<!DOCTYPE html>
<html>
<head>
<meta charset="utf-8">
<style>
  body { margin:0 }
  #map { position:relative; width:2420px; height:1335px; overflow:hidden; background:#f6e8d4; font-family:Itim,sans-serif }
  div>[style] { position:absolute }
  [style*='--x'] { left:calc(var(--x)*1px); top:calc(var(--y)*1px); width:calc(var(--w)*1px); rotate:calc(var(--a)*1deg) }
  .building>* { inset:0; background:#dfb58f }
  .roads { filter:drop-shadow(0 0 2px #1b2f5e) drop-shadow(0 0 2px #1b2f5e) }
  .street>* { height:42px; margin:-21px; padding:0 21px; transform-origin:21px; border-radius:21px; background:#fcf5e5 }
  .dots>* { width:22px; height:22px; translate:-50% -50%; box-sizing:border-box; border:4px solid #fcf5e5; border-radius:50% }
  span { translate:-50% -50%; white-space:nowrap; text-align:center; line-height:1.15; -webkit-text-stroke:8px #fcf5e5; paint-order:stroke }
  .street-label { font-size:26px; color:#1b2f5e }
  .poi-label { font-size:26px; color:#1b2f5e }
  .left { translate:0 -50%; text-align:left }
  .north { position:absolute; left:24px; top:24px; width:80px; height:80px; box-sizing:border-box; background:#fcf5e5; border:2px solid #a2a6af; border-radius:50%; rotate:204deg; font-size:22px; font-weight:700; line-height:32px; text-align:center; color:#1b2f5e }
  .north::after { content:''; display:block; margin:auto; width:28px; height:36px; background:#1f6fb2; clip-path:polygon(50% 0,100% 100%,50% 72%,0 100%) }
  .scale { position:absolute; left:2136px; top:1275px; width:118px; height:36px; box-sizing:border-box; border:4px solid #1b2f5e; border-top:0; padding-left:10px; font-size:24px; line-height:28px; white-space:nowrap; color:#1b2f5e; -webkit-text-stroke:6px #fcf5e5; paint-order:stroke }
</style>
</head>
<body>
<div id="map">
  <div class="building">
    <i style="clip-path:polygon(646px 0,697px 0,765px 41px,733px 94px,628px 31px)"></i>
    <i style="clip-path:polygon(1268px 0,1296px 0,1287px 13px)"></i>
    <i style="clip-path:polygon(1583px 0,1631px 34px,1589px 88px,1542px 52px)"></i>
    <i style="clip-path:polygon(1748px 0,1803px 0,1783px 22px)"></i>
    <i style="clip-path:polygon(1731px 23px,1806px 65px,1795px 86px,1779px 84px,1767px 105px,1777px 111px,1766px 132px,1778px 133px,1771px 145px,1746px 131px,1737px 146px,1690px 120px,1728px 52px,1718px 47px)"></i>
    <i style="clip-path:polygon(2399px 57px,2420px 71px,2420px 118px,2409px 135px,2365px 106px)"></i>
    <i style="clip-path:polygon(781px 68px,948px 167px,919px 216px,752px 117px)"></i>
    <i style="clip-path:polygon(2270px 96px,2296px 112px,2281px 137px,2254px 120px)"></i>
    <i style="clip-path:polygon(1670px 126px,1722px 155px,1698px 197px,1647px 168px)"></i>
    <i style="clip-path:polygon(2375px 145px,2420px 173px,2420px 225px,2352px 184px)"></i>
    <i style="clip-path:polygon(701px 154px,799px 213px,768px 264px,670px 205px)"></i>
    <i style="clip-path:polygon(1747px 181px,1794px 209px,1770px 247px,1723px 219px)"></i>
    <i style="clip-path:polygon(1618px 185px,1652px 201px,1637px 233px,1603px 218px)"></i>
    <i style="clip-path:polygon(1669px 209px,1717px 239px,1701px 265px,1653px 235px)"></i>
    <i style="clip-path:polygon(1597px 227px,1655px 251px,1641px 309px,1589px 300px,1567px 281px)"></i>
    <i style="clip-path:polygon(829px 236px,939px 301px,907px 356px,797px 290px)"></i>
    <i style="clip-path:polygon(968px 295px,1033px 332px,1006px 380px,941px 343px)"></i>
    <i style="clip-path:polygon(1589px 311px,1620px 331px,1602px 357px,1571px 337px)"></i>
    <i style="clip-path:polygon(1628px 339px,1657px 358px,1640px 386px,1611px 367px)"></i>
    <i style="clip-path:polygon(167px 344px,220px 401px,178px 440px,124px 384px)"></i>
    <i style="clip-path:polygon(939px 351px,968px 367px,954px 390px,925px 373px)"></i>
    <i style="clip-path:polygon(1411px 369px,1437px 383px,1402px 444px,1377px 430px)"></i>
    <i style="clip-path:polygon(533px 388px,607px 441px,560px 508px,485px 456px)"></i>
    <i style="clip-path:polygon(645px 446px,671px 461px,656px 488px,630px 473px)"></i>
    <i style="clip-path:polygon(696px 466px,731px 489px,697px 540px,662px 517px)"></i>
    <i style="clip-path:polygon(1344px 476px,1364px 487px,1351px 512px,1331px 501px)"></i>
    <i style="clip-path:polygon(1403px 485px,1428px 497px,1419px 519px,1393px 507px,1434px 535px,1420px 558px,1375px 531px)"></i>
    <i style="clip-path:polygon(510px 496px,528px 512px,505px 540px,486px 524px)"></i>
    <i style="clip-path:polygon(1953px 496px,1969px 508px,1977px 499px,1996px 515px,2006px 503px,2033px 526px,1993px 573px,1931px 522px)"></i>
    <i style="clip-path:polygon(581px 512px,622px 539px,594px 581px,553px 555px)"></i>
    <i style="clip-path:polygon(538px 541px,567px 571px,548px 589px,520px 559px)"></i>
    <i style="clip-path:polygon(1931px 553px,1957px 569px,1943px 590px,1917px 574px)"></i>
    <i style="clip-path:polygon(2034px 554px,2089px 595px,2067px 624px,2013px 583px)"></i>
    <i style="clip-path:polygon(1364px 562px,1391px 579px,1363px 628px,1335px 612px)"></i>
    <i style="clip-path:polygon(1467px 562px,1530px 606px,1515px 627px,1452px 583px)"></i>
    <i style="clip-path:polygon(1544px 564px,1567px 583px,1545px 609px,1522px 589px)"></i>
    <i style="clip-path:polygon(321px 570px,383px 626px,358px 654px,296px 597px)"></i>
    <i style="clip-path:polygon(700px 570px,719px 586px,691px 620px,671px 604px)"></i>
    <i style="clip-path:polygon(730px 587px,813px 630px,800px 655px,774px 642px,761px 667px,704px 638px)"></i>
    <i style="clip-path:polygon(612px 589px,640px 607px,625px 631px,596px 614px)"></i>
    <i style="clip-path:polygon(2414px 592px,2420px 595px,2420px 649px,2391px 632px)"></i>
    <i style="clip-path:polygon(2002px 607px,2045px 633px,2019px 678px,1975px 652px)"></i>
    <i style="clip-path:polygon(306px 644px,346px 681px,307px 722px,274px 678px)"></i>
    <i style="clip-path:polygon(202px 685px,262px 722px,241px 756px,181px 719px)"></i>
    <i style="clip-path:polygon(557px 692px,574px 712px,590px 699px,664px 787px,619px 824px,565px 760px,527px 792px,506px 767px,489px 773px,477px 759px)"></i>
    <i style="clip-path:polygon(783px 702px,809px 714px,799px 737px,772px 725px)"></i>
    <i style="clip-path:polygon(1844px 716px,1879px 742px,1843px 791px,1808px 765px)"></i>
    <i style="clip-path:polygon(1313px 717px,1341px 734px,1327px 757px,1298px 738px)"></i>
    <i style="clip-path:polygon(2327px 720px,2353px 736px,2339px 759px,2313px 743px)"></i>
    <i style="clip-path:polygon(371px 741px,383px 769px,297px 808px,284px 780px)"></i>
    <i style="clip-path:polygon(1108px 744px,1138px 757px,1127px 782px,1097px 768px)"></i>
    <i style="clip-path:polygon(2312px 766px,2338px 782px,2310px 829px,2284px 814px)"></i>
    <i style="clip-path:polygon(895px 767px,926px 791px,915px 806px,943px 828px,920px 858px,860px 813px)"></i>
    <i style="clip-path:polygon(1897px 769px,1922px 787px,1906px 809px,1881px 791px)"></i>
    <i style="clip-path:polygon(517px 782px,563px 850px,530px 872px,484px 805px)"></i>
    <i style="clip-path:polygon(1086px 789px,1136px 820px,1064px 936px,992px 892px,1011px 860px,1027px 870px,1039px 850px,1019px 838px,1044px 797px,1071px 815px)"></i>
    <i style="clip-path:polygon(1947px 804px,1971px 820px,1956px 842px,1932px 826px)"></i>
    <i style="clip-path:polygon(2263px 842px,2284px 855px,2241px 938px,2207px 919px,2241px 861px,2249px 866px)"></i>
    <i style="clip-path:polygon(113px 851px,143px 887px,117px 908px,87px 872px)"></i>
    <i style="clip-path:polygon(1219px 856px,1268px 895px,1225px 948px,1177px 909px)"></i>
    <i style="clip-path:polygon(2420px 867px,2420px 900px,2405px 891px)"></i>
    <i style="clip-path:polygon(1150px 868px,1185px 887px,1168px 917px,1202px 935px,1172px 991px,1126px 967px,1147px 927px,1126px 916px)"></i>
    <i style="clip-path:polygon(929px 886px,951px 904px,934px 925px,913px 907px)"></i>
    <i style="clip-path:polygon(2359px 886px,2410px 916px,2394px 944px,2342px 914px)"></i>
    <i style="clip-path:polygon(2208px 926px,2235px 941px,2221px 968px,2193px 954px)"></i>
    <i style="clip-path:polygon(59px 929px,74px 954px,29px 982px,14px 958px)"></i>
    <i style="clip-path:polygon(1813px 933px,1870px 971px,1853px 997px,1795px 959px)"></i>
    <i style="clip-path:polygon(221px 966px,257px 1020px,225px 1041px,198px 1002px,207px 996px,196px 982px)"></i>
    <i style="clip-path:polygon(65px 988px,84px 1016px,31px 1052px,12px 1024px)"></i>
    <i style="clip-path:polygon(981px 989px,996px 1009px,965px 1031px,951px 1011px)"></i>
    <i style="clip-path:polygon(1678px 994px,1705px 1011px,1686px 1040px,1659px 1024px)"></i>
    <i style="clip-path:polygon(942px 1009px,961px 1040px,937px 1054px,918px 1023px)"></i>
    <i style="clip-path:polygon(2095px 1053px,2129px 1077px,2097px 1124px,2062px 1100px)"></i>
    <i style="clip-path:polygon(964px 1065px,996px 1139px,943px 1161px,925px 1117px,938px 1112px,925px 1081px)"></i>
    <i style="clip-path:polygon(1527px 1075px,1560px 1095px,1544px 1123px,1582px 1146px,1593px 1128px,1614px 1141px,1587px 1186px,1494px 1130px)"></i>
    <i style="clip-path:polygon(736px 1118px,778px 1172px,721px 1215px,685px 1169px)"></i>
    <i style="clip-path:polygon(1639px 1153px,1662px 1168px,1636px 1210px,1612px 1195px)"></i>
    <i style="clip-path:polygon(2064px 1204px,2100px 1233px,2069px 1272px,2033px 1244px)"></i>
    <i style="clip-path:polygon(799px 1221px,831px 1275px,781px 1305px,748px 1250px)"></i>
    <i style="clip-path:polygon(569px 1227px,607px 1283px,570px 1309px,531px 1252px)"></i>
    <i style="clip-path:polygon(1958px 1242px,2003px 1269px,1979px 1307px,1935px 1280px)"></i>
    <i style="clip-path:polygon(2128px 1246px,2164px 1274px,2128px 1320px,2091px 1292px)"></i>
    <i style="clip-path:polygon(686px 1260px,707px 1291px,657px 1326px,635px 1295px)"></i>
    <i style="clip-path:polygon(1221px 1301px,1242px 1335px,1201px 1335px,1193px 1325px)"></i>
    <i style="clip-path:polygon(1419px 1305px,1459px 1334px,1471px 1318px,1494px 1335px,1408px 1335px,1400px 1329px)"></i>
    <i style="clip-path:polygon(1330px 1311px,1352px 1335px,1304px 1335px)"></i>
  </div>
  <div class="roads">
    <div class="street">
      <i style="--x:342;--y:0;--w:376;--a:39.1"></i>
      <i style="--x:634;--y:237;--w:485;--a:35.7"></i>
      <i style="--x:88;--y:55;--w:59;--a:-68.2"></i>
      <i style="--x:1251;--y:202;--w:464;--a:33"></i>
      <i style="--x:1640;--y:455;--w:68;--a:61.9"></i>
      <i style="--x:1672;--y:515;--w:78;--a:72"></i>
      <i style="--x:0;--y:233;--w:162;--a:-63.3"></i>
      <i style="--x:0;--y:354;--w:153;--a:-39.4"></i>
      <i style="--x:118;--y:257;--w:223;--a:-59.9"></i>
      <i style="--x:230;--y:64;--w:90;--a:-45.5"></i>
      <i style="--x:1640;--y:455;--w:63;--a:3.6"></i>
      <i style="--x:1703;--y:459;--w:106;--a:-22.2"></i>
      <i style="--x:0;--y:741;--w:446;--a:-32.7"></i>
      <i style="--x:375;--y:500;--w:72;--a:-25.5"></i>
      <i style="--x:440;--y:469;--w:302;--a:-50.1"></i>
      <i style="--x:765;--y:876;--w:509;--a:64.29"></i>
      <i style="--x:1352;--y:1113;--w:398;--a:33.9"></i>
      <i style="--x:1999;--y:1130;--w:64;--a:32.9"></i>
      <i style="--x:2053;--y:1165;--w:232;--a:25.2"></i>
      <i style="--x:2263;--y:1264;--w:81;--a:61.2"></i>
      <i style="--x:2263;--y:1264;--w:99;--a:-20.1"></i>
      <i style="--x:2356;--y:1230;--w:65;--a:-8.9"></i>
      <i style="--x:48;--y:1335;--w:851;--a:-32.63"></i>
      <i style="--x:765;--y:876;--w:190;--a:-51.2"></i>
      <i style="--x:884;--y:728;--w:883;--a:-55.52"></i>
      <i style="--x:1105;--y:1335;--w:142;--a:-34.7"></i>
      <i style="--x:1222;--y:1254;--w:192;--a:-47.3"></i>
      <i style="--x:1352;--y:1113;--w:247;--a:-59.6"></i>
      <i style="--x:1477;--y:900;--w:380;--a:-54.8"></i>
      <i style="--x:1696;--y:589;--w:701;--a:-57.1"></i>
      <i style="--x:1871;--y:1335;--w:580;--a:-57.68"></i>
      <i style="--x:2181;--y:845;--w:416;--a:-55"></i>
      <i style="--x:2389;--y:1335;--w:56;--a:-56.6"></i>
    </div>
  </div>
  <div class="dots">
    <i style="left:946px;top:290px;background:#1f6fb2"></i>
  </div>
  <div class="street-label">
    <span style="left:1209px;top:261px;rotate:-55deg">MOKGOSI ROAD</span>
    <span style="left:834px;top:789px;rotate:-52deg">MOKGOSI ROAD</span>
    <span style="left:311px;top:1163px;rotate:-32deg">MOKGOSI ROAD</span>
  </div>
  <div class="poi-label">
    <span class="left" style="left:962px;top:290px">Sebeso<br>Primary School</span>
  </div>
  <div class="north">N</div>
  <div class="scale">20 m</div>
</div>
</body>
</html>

- Exercise goal
Repeat the entries above exactly, beginning at their first line and ending with the line that contains "position:absolute; left:24px; top:24px;", with nothing added.

- Output of the exercise
<!DOCTYPE html>
<html>
<head>
<meta charset="utf-8">
<style>
  body { margin:0 }
  #map { position:relative; width:2420px; height:1335px; overflow:hidden; background:#f6e8d4; font-family:Itim,sans-serif }
  div>[style] { position:absolute }
  [style*='--x'] { left:calc(var(--x)*1px); top:calc(var(--y)*1px); width:calc(var(--w)*1px); rotate:calc(var(--a)*1deg) }
  .building>* { inset:0; background:#dfb58f }
  .roads { filter:drop-shadow(0 0 2px #1b2f5e) drop-shadow(0 0 2px #1b2f5e) }
  .street>* { height:42px; margin:-21px; padding:0 21px; transform-origin:21px; border-radius:21px; background:#fcf5e5 }
  .dots>* { width:22px; height:22px; translate:-50% -50%; box-sizing:border-box; border:4px solid #fcf5e5; border-radius:50% }
  span { translate:-50% -50%; white-space:nowrap; text-align:center; line-height:1.15; -webkit-text-stroke:8px #fcf5e5; paint-order:stroke }
  .street-label { font-size:26px; color:#1b2f5e }
  .poi-label { font-size:26px; color:#1b2f5e }
  .left { translate:0 -50%; text-align:left }
  .north { position:absolute; left:24px; top:24px; width:80px; height:80px; box-sizing:border-box; background:#fcf5e5; border:2px solid #a2a6af; border-radius:50%; rotate:204deg; font-size:22px; font-weight:700; line-height:32px; text-align:center; color:#1b2f5e }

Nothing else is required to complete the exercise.